Emekli amirallerimize memleket meselesinde hassasiyet gösterdikleri için teşekkür edilmelidir.
Ahmet Emin Yalman'ı (1888-1972) bilirsiniz. Alparslan Türkeş CKMP'ye genel başkan seçildikten sonra röportaj yaptı. Politikacılarımız 27 Mayıs 1960 Darbesi'nde baş rol oynayan Albay Türkeş'in sözlerine kulak vermeliler.
Yalman: Totaliter bir gidişi kestirme bir yol sanıp demokrasiye tercih edenler var. Siz bu gibiler hakkında ne düşünürsünüz?
Türkeş: Benim görüşüme göre esas olan demokratik yoldur. Halka dayanmayan, halk tarafından benimsenmeyen hiçbir teşebbüs verimli olamaz. Bizim Cumhuriyet devrinde girişmiş olduğumuz devrimlerimizden birçoğunun birkaç büyük şehrin dar sınırlarından öteye yayılamamasının önemli bir sebebi de bu devrimleri halka götürerek benimsetmek ve maletmek yolunu bulamayışımızdır. İşte onun için devrime aykırı davranışlarla karşılaşıyoruz ve aydınlar olarak buna üzülüyoruz, çare düşünüyoruz. Çare, meseleleri halk yığınlarına götürmek, davayı açıkça onlara anlatmak, doğru olduğuna inandığımız çözümü halka benimseterek, onun desteğini sağlamak yoludur sanıyorum. Halk enerjisini bir defa harekete geçirirsek, güçlükleri kolayca yeneriz. Yoksa 'Bu olacaktır' diye tepeden inme emir verirsek, nihayet birkaç memurla bunun faidesini kavrayan aydın kişiler yeniliği kabul ve tatbik ederler, büyük halk topluluğu buna karşı ilgisiz kalır. Bir İngiliz filozofunun bir sözü vardır. Der ki: 'Demokrasi demek liderlik demektir, halkın hoşuna gideni vermek veya hoş görüneni yapmak değildir. Halk için en yararlı olan şeyleri halkı ikna ederek vermek ve yapmaktır.' Memlekete demokrasi her geldikçe herkes sevinmiştir. Ne yazık ki her defasında demokrasi demagoji yoluna sapmış, fazla oy ve alkış toplamak gibi emeller ortalığa hâkim olmuştur. Bugün de aynı tehlikelerle karşı karşıyayız. Kolay yoldan halkın reylerini koparmak için birtakım kışkırtmalar ve vatandaşı vatandaşa düşman edecek davranışlar birbirini takip ediyor. İçinde bulunduğumuz güçlüklerden hangi sistem ve programla nasıl kurtulabileceğimiz konusunda pek az söz söyleniyor. Hâlbuki bilhassa geçmişe ait sözler ve hikâyelerle halkı tahrik edecek yerde, vatandaşlar arasında sevgiyi ve karşılıklı saygıyı geliştirecek ve müşterek meselelerimizi çözebilecek fikir ve programları ileriye sürmek lâzımdır." (Yeni Gazete, 12 Eylül 1965)

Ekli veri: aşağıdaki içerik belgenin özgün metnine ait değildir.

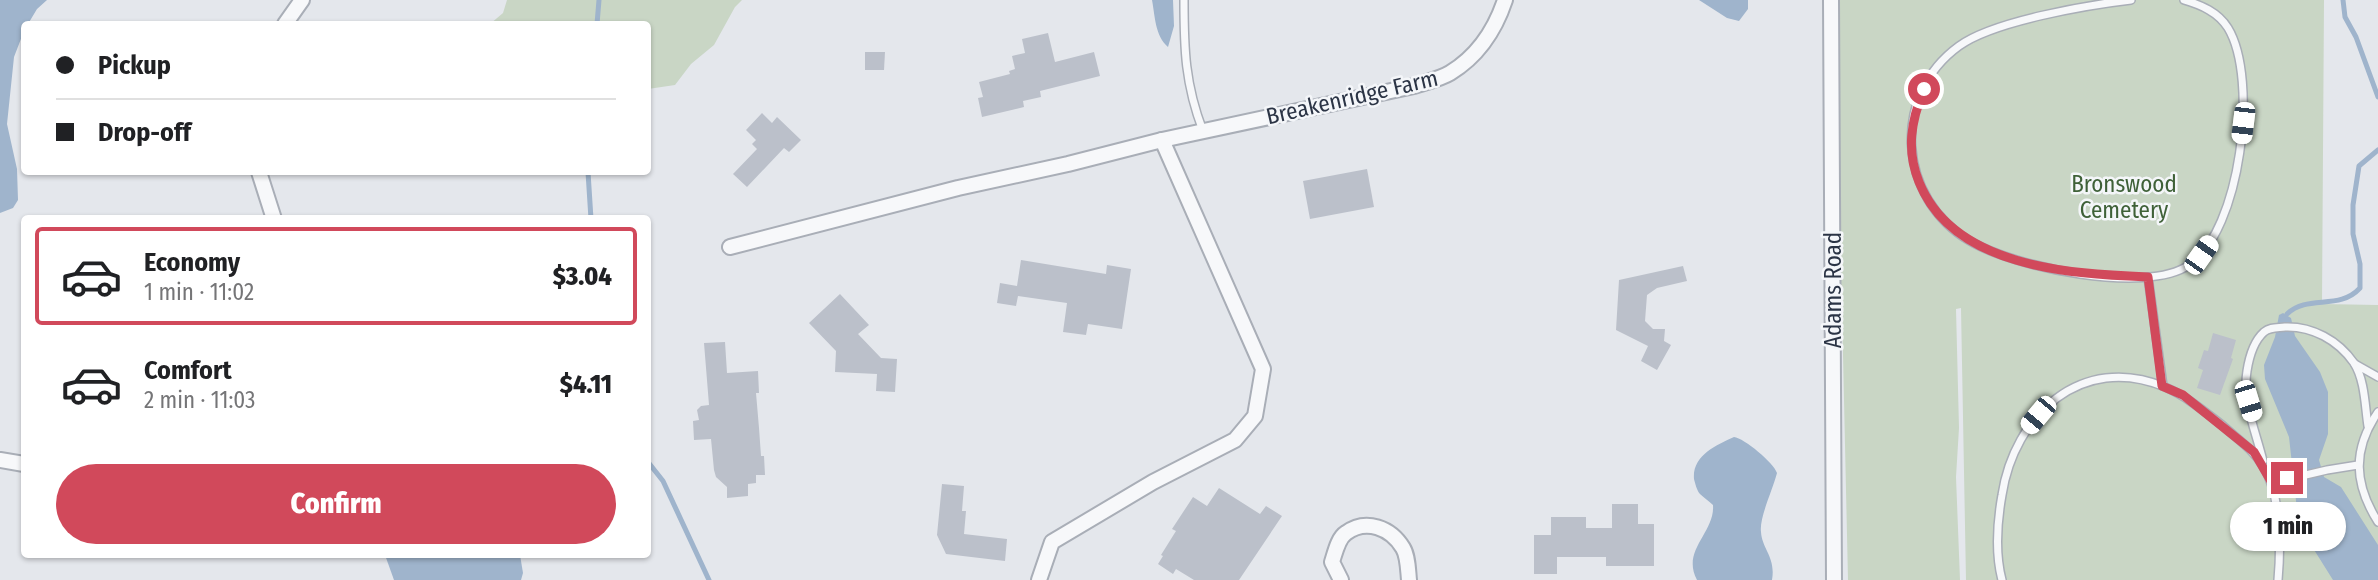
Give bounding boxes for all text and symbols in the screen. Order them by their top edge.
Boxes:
text: Pickup [98,50,171,81]
street label: Breakenridge Farm [1263,64,1441,130]
route start [1908,73,1940,105]
car [2231,101,2256,145]
text: Drop-off [98,117,191,148]
park label: Bronswood Cemetery [2071,170,2177,224]
street label: Adams Road [1819,232,1847,348]
car [2181,232,2222,278]
icon: car [60,245,123,308]
text: Economy [144,247,240,278]
text: $3.04 [553,261,612,292]
text: 1 min · 11:02 [144,278,254,306]
icon: car [60,353,123,416]
text: Comfort [144,355,232,386]
text: $4.11 [560,369,612,400]
car [2232,378,2265,424]
text: 2 min · 11:03 [144,386,255,414]
car [2017,392,2060,438]
route end [2271,462,2303,494]
button: Confirm [56,464,616,544]
callout: 1 min [2229,503,2345,552]
text: 1 min [2263,512,2313,540]

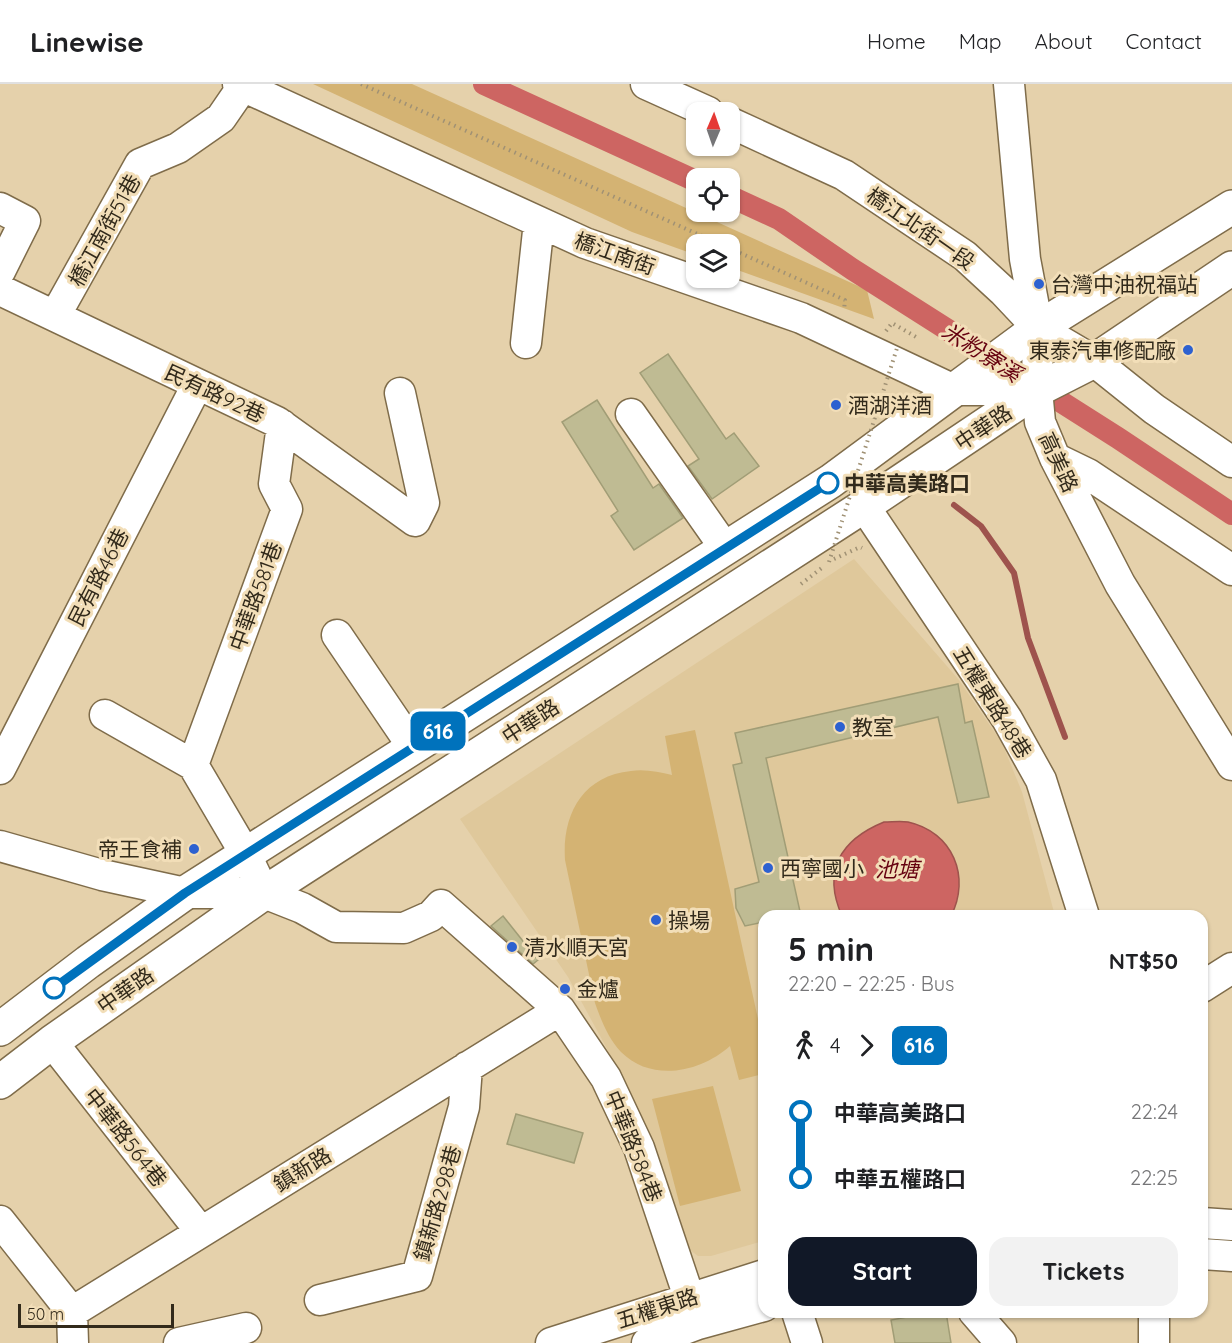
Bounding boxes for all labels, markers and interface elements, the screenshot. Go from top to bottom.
text: Linewise [30,24,144,59]
text: Home [867,28,926,54]
text: Map [959,28,1002,54]
text: About [1035,28,1093,54]
text: Contact [1126,28,1202,54]
north arrow [686,102,740,156]
map controls [686,102,740,288]
button: locate [686,168,740,222]
street label: 橋江南街51巷 [63,169,145,291]
street label: 橋江北街一段 [862,181,980,275]
street label: 橋江南街 [571,226,659,280]
button: layers [686,234,740,288]
place label: 台灣中油祝福站 [1051,271,1198,297]
marker: 台灣中油祝福站 [1032,277,1046,291]
water label: 米粉寮溪 [937,316,1029,389]
place label: 東泰汽車修配廠 [1029,337,1176,363]
marker: 東泰汽車修配廠 [1181,343,1195,357]
street label: 民有路92巷 [161,359,269,427]
place label: 酒湖洋酒 [848,392,932,418]
marker: 酒湖洋酒 [829,398,843,412]
street label: 中華路 [950,399,1016,455]
street label: 高美路 [1034,428,1084,496]
place label: 中華高美路口 [844,470,970,496]
marker: 中華高美路口 [817,472,839,494]
street label: 民有路46巷 [62,524,134,630]
street label: 中華路581巷 [223,538,287,654]
street label: 五權東路48巷 [948,641,1038,763]
street label: 中華路 [497,693,563,749]
line badge: 616 [404,712,472,750]
place label: 教室 [852,714,894,740]
text: 616 [423,718,453,744]
marker: 教室 [833,720,847,734]
place label: 帝王食補 [98,836,182,862]
marker: 帝王食補 [187,842,201,856]
place label: 西寧國小 [780,855,864,881]
water label: 池塘 [875,855,923,883]
marker: 西寧國小 [761,861,775,875]
place label: 操場 [668,907,710,933]
marker: 操場 [649,913,663,927]
text: 5 min [788,928,874,969]
place label: 清水順天宮 [524,934,629,960]
marker: 清水順天宮 [505,940,519,954]
text: NT$50 [1109,947,1178,975]
street label: 中華路 [92,961,158,1019]
text: 22:20 – 22:25 · Bus [788,971,954,996]
place label: 金爐 [577,976,619,1002]
unlabelled marker [43,977,65,999]
marker: 金爐 [558,982,572,996]
icon: walk [788,1029,821,1062]
icon: forward [850,1029,883,1062]
text: 616 [904,1032,935,1058]
text: 4 [830,1033,841,1058]
street label: 中華路564巷 [79,1082,173,1192]
street label: 中華路584巷 [600,1086,668,1206]
text: 中華高美路口 [834,1099,966,1127]
text: 22:24 [1131,1099,1178,1124]
street label: 鎮新路 [268,1141,336,1197]
street label: 鎮新路298巷 [408,1142,466,1264]
text: 中華五權路口 [834,1165,966,1193]
text: 22:25 [1130,1165,1178,1190]
button: Start [788,1237,977,1306]
button: Tickets [989,1237,1178,1306]
street label: 五權東路 [613,1283,701,1333]
scale bar [18,1301,174,1328]
text: 50 m [27,1304,64,1324]

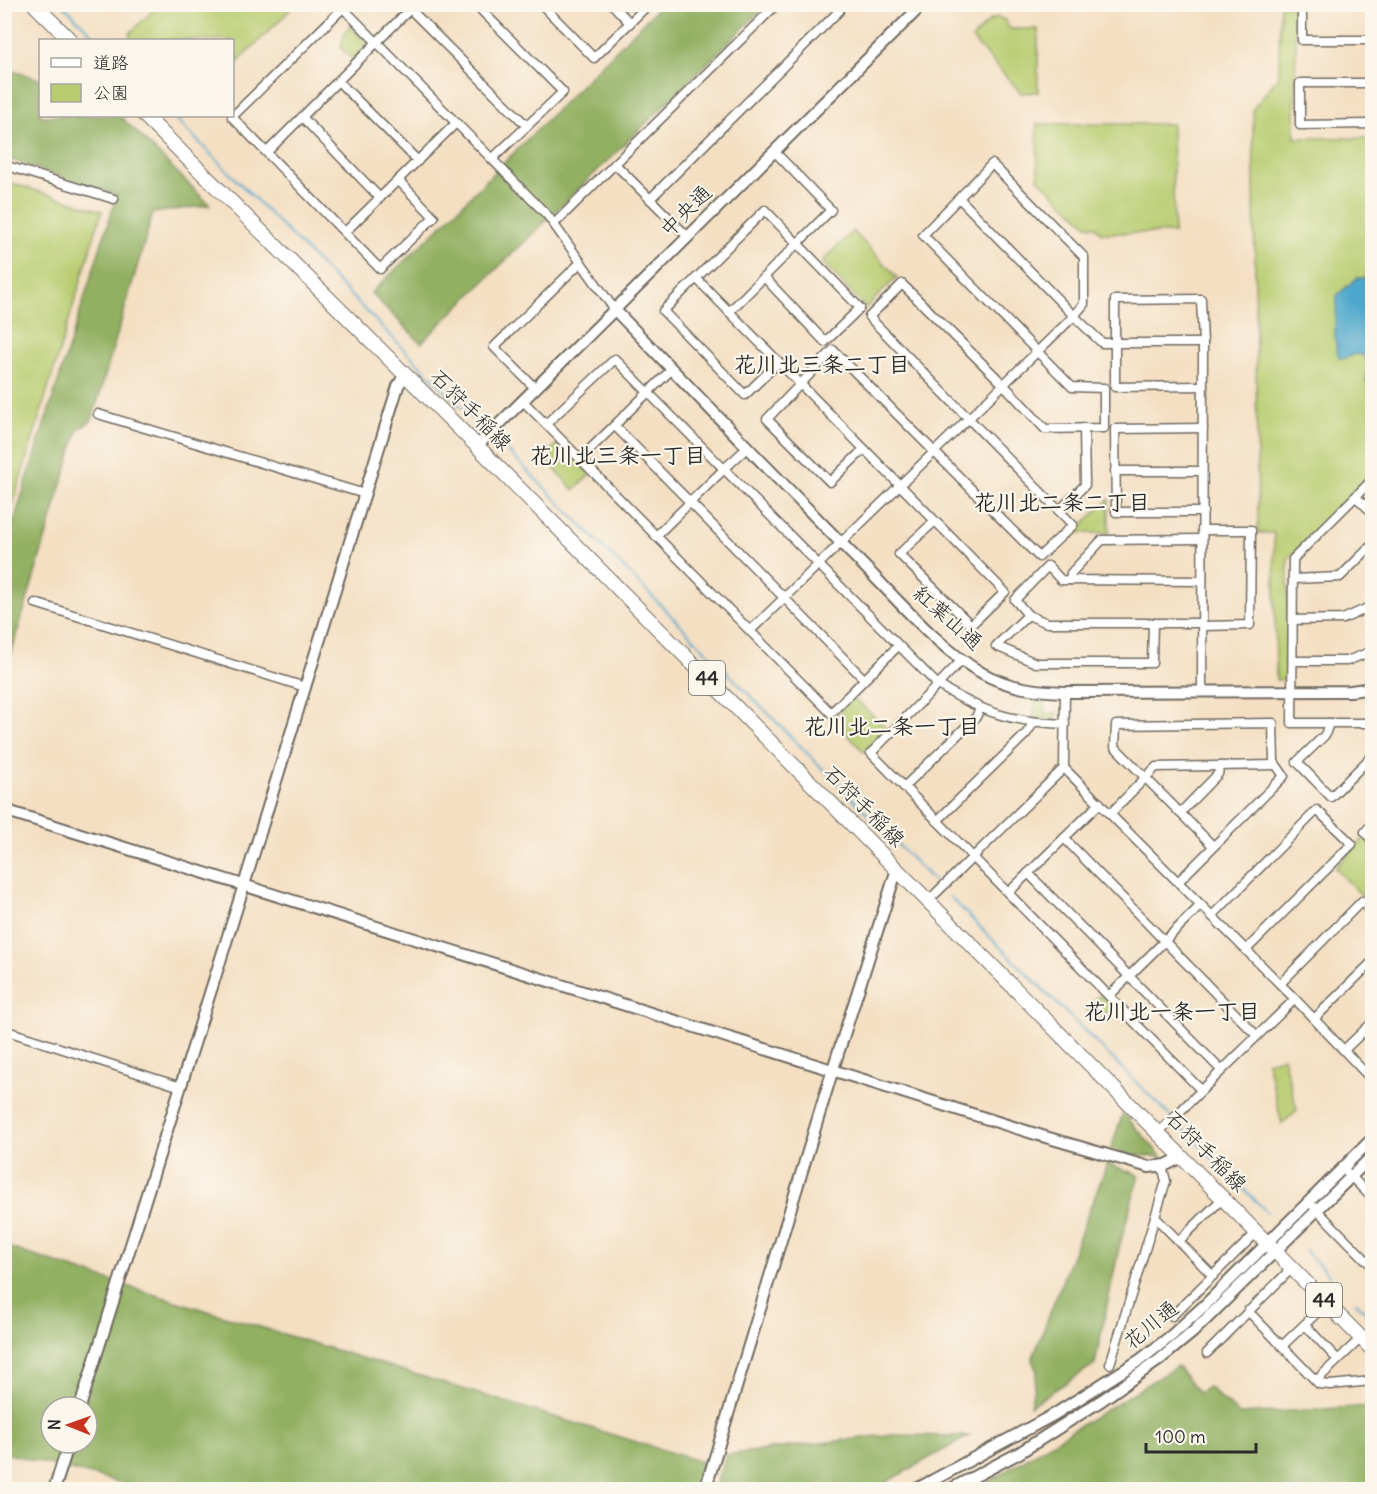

15-17 Ocak 1923'te İzmit'te, hâlâ tartışılan meselelere dair M. Kemal'e sorular soran Ahmet Yemin Yalman, 77 yaşında gazetecilik heyecanıyla CKMP genel merkezine gidiyor ve 48 yaşındaki Türkeş'le konuşuyor. Mülâkatın sonunda şunları yazıyor: "Alparslan Türkeş'in yanından şu kanaatle ayrıldım ki kendisi ve arkadaşları, yurt dışında geçirdikleri zaman zarfında yeni dersler öğrenmişler, rejimin çerçevesi içinde vazife görmenin lüzumuna inanmışlardır."
Türkeş "Atatürk devrimleri"nin dar alanda anlatıldığının ve politikacıların vatandaşları birbirine düşman hâle getirdiğinin altını çiziyor.
Herhâlde birileri Türkeş'in anlattıklarından ders çıkaracaktır.